▶ **TRY IT**: Could you print out every entry, character for character?

▶ **AVAILABLE DATA**:

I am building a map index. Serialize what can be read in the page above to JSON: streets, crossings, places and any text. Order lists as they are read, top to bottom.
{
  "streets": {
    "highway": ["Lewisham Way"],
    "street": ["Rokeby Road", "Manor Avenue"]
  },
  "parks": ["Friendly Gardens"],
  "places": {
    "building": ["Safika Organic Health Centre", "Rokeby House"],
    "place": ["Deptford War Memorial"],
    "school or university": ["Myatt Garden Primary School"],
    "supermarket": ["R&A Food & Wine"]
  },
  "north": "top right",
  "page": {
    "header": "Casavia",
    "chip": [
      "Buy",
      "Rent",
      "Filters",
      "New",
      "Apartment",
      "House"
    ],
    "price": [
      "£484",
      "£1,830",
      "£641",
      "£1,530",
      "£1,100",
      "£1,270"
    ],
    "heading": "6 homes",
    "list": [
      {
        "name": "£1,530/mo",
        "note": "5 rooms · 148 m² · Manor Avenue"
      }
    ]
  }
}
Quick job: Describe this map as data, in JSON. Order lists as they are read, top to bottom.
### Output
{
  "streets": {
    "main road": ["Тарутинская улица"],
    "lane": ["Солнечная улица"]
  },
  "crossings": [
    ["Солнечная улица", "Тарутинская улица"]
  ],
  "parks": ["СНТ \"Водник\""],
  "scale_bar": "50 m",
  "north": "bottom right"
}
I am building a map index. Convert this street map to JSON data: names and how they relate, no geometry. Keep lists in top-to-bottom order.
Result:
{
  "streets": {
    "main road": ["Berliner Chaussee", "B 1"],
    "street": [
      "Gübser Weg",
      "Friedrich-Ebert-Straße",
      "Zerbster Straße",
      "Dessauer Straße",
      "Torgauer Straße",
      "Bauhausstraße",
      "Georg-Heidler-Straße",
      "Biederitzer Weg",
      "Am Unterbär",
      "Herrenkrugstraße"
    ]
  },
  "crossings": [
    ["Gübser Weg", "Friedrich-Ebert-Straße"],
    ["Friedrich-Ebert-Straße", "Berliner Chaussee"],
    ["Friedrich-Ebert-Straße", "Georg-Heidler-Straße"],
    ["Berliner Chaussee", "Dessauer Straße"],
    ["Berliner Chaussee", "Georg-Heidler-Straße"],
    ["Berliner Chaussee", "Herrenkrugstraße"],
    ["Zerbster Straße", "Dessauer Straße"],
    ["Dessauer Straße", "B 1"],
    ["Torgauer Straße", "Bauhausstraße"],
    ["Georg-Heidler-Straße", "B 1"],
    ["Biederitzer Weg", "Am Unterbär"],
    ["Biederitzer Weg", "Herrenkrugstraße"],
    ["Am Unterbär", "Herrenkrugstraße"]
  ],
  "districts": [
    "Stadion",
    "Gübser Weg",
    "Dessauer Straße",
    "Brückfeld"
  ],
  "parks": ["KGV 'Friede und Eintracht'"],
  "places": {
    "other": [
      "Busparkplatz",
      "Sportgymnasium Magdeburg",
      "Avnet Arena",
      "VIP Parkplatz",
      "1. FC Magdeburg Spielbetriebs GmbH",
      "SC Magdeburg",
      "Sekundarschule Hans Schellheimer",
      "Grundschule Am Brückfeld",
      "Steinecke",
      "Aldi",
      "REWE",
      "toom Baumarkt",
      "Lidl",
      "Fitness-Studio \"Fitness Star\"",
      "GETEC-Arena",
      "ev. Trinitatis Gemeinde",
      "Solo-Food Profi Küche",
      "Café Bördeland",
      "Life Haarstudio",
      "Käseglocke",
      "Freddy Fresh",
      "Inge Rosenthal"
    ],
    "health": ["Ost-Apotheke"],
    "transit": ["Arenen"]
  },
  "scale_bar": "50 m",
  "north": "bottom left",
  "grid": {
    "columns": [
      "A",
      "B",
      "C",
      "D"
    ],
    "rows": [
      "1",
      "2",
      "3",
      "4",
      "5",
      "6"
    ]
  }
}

▶ **WRITTEN REPLY**:
I am building a map index. Serialize what can be read in the page above to JSON: streets, crossings, places and any text. Order lists as they are read, top to bottom.
{
  "streets": {
    "highway": ["Lewisham Way"],
    "street": ["Rokeby Road", "Manor Avenue"]
  },
  "parks": ["Friendly Gardens"],
  "places": {
    "building": ["Safika Organic Health Centre", "Rokeby House"],
    "place": ["Deptford War Memorial"],
    "school or university": ["Myatt Garden Primary School"],
    "supermarket": ["R&A Food & Wine"]
  },
  "north": "top right",
  "page": {
    "header": "Casavia",
    "chip": [
      "Buy",
      "Rent",
      "Filters",
      "New",
      "Apartment",
      "House"
    ],
    "price": [
      "£484",
      "£1,830",
      "£641",
      "£1,530",
      "£1,100",
      "£1,270"
    ],
    "heading": "6 homes",
    "list": [
      {
        "name": "£1,530/mo",
        "note": "5 rooms · 148 m² · Manor Avenue"
      }
    ]
  }
}
Quick job: Describe this map as data, in JSON. Order lists as they are read, top to bottom.
### Output
{
  "streets": {
    "main road": ["Тарутинская улица"],
    "lane": ["Солнечная улица"]
  },
  "crossings": [
    ["Солнечная улица", "Тарутинская улица"]
  ],
  "parks": ["СНТ \"Водник\""],
  "scale_bar": "50 m",
  "north": "bottom right"
}
I am building a map index. Convert this street map to JSON data: names and how they relate, no geometry. Keep lists in top-to-bottom order.
Result:
{
  "streets": {
    "main road": ["Berliner Chaussee", "B 1"],
    "street": [
      "Gübser Weg",
      "Friedrich-Ebert-Straße",
      "Zerbster Straße",
      "Dessauer Straße",
      "Torgauer Straße",
      "Bauhausstraße",
      "Georg-Heidler-Straße",
      "Biederitzer Weg",
      "Am Unterbär",
      "Herrenkrugstraße"
    ]
  },
  "crossings": [
    ["Gübser Weg", "Friedrich-Ebert-Straße"],
    ["Friedrich-Ebert-Straße", "Berliner Chaussee"],
    ["Friedrich-Ebert-Straße", "Georg-Heidler-Straße"],
    ["Berliner Chaussee", "Dessauer Straße"],
    ["Berliner Chaussee", "Georg-Heidler-Straße"],
    ["Berliner Chaussee", "Herrenkrugstraße"],
    ["Zerbster Straße", "Dessauer Straße"],
    ["Dessauer Straße", "B 1"],
    ["Torgauer Straße", "Bauhausstraße"],
    ["Georg-Heidler-Straße", "B 1"],
    ["Biederitzer Weg", "Am Unterbär"],
    ["Biederitzer Weg", "Herrenkrugstraße"],
    ["Am Unterbär", "Herrenkrugstraße"]
  ],
  "districts": [
    "Stadion",
    "Gübser Weg",
    "Dessauer Straße",
    "Brückfeld"
  ],
  "parks": ["KGV 'Friede und Eintracht'"],
  "places": {
    "other": [
      "Busparkplatz",
      "Sportgymnasium Magdeburg",
      "Avnet Arena",
      "VIP Parkplatz",
      "1. FC Magdeburg Spielbetriebs GmbH",
      "SC Magdeburg",
      "Sekundarschule Hans Schellheimer",
      "Grundschule Am Brückfeld",
      "Steinecke",
      "Aldi",
      "REWE",
      "toom Baumarkt",
      "Lidl",
      "Fitness-Studio \"Fitness Star\"",
      "GETEC-Arena",
      "ev. Trinitatis Gemeinde",
      "Solo-Food Profi Küche",
      "Café Bördeland",
      "Life Haarstudio",
      "Käseglocke",
      "Freddy Fresh",
      "Inge Rosenthal"
    ],
    "health": ["Ost-Apotheke"],
    "transit": ["Arenen"]
  },
  "scale_bar": "50 m",
  "north": "bottom left",
  "grid": {
    "columns": [
      "A",
      "B",
      "C",
      "D"
    ],
    "rows": [
      "1",
      "2",
      "3",
      "4",
      "5",
      "6"
    ]
  }
}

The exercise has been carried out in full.